We had been going after Queen for two years and we still didn't have her. Two years of Sierra being on the inside, feeding me information that never seemed to be enough to catch Queen or even figure out what her plan was. All I wanted was to stop her, to end this entire op successfully so that I could have Sierra to myself.

But I knew that was farfetched. I knew it wasn't reciprocated, or it couldn't be. Purely physical, that's all Sierra had wanted for the relationship we had. If I could even call it a relationship.

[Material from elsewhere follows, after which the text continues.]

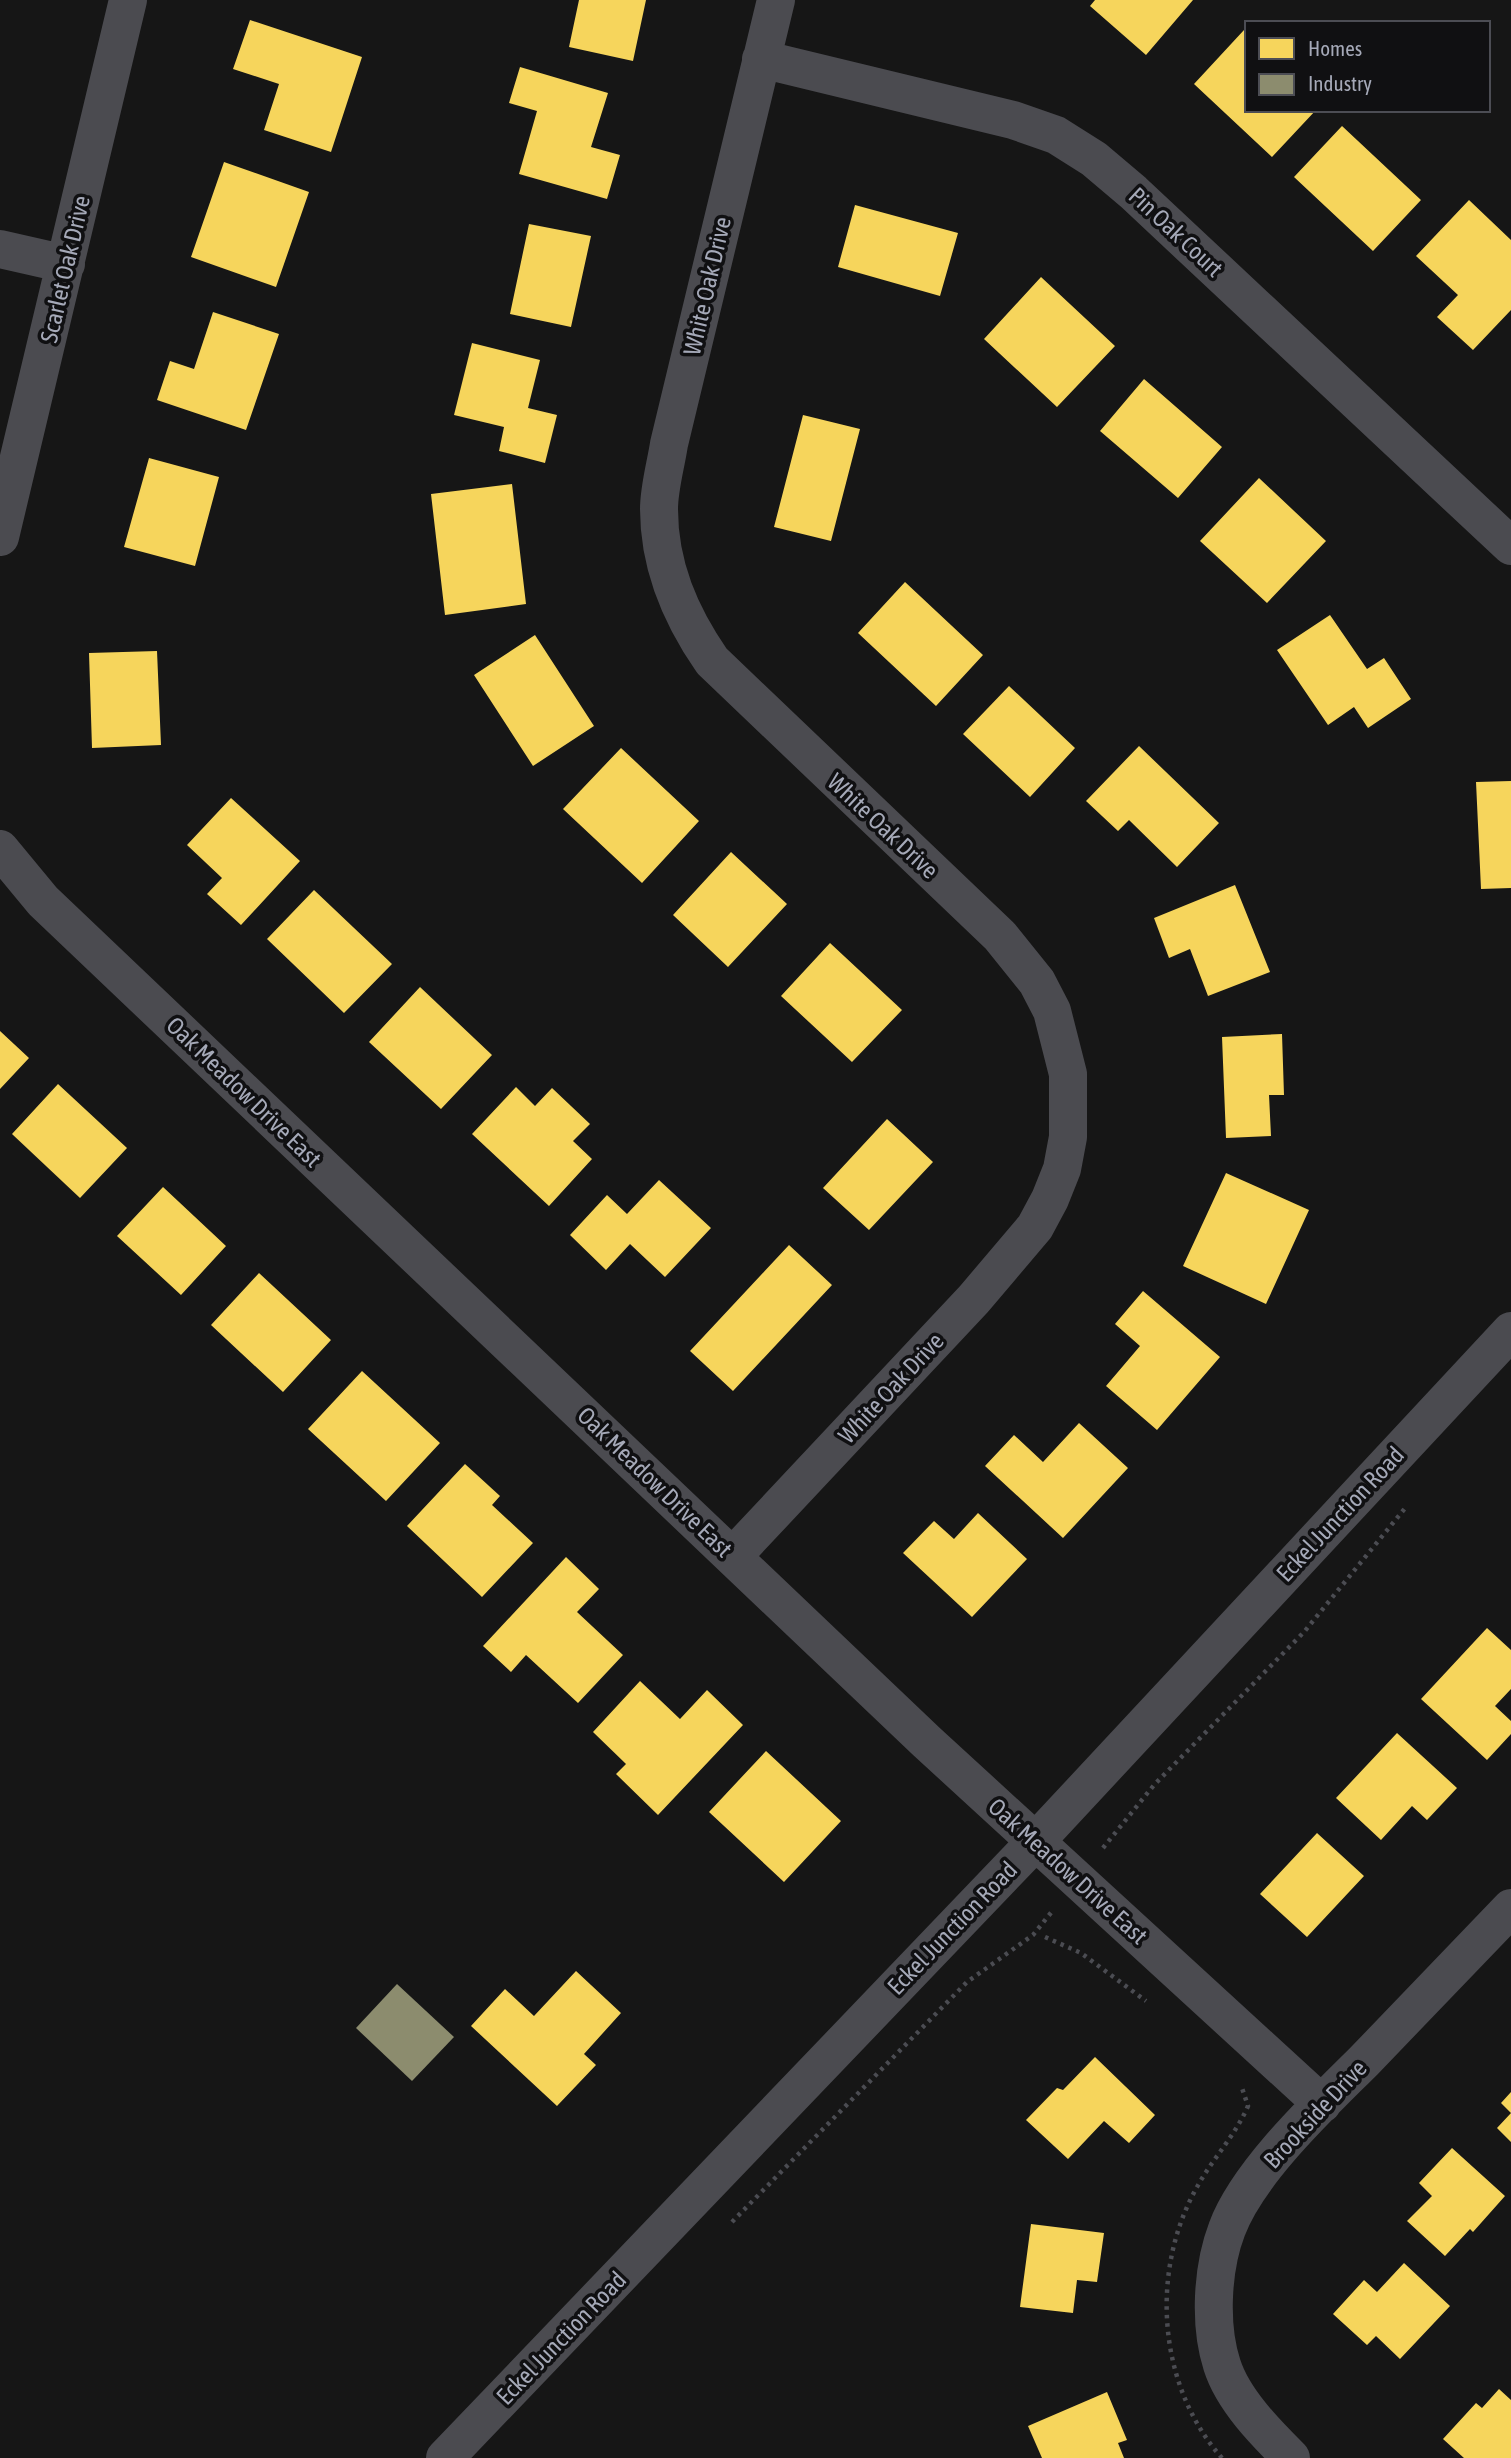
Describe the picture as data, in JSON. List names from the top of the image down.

Two years of hell where I had been feeling everything I felt for her, the worry, the concern, the longing... and she probably felt nothing. She couldn't. There had been such a focus from her, to get the information she can while keeping her position in the Court and keeping her hidden agenda secret. A focus to keep her last living close ones safe, since her family was gone. She wanted her freedom too; she wanted her team to have freedom. All of them also had something held over them, their families and anyone else they held close.

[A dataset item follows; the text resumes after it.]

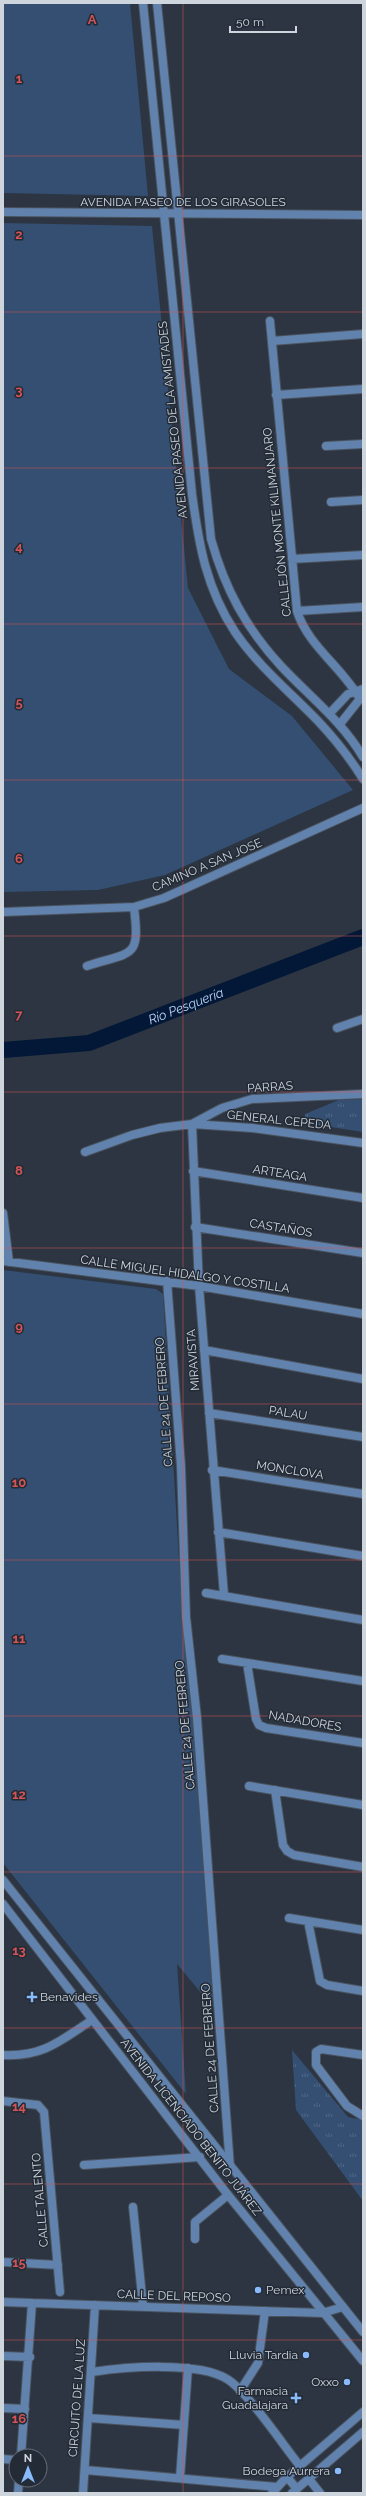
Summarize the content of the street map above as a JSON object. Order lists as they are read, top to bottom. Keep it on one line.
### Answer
{"streets":{"street":["AVENIDA PASEO DE LOS GIRASOLES","AVENIDA PASEO DE LA AMISTADES","CALLEJÓN MONTE KILIMANJARO","CAMINO A SAN JOSE","PARRAS","GENERAL CEPEDA","ARTEAGA","CASTAÑOS","CALLE MIGUEL HIDALGO Y COSTILLA","MIRAVISTA","CALLE 24 DE FEBRERO","PALAU","MONCLOVA","NADADORES","AVENIDA LICENCIADO BENITO JUÁREZ","CALLE TALENTO","CALLE DEL REPOSO","CIRCUITO DE LA LUZ"]},"crossings":[["AVENIDA PASEO DE LOS GIRASOLES","AVENIDA PASEO DE LA AMISTADES"],["PARRAS","GENERAL CEPEDA"],["PARRAS","MIRAVISTA"],["GENERAL CEPEDA","MIRAVISTA"],["ARTEAGA","MIRAVISTA"],["CASTAÑOS","MIRAVISTA"],["CALLE MIGUEL HIDALGO Y COSTILLA","MIRAVISTA"],["CALLE MIGUEL HIDALGO Y COSTILLA","CALLE 24 DE FEBRERO"],["MIRAVISTA","PALAU"],["MIRAVISTA","MONCLOVA"],["CALLE 24 DE FEBRERO","AVENIDA LICENCIADO BENITO JUÁREZ"],["AVENIDA LICENCIADO BENITO JUÁREZ","CALLE DEL REPOSO"],["CALLE DEL REPOSO","CIRCUITO DE LA LUZ"]],"water":["Río Pesquería"],"places":{"health":["Benavides","Farmacia Guadalajara"],"other":["Pemex","Lluvia Tardia","Oxxo","Bodega Aurrera"]},"scale_bar":"50 m","north":"top","grid":{"columns":["A"],"rows":["1","2","3","4","5","6","7","8","9","10","11","12","13","14","15","16"]}}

There was an expected knock at the door, Sierra arriving to have an exchange of information. I jumped up off of the lounge, far too eager to see her again, to touch her skin and smell her hair again. Fuck, I was far too deep in this for it to be just physical, and I wasn't sure how much longer I could hide my feelings for. Feelings that I had pushed so far down that it hurt to even think about them like I was right now.

I opened the door and immediately locked onto her dark brown eyes, a small smile on her lips as she looked up at me. I couldn't stop myself from kissing her then, from putting an arm around her waist to pull her body against mine and feel her warmth against me. Even if I couldn't feel for her like I did, I still had to feed the craving I had for her, or it felt like I would drown. Kissing and touching her was like the oxygen I needed to stay alive, and maybe I let that show a bit too much.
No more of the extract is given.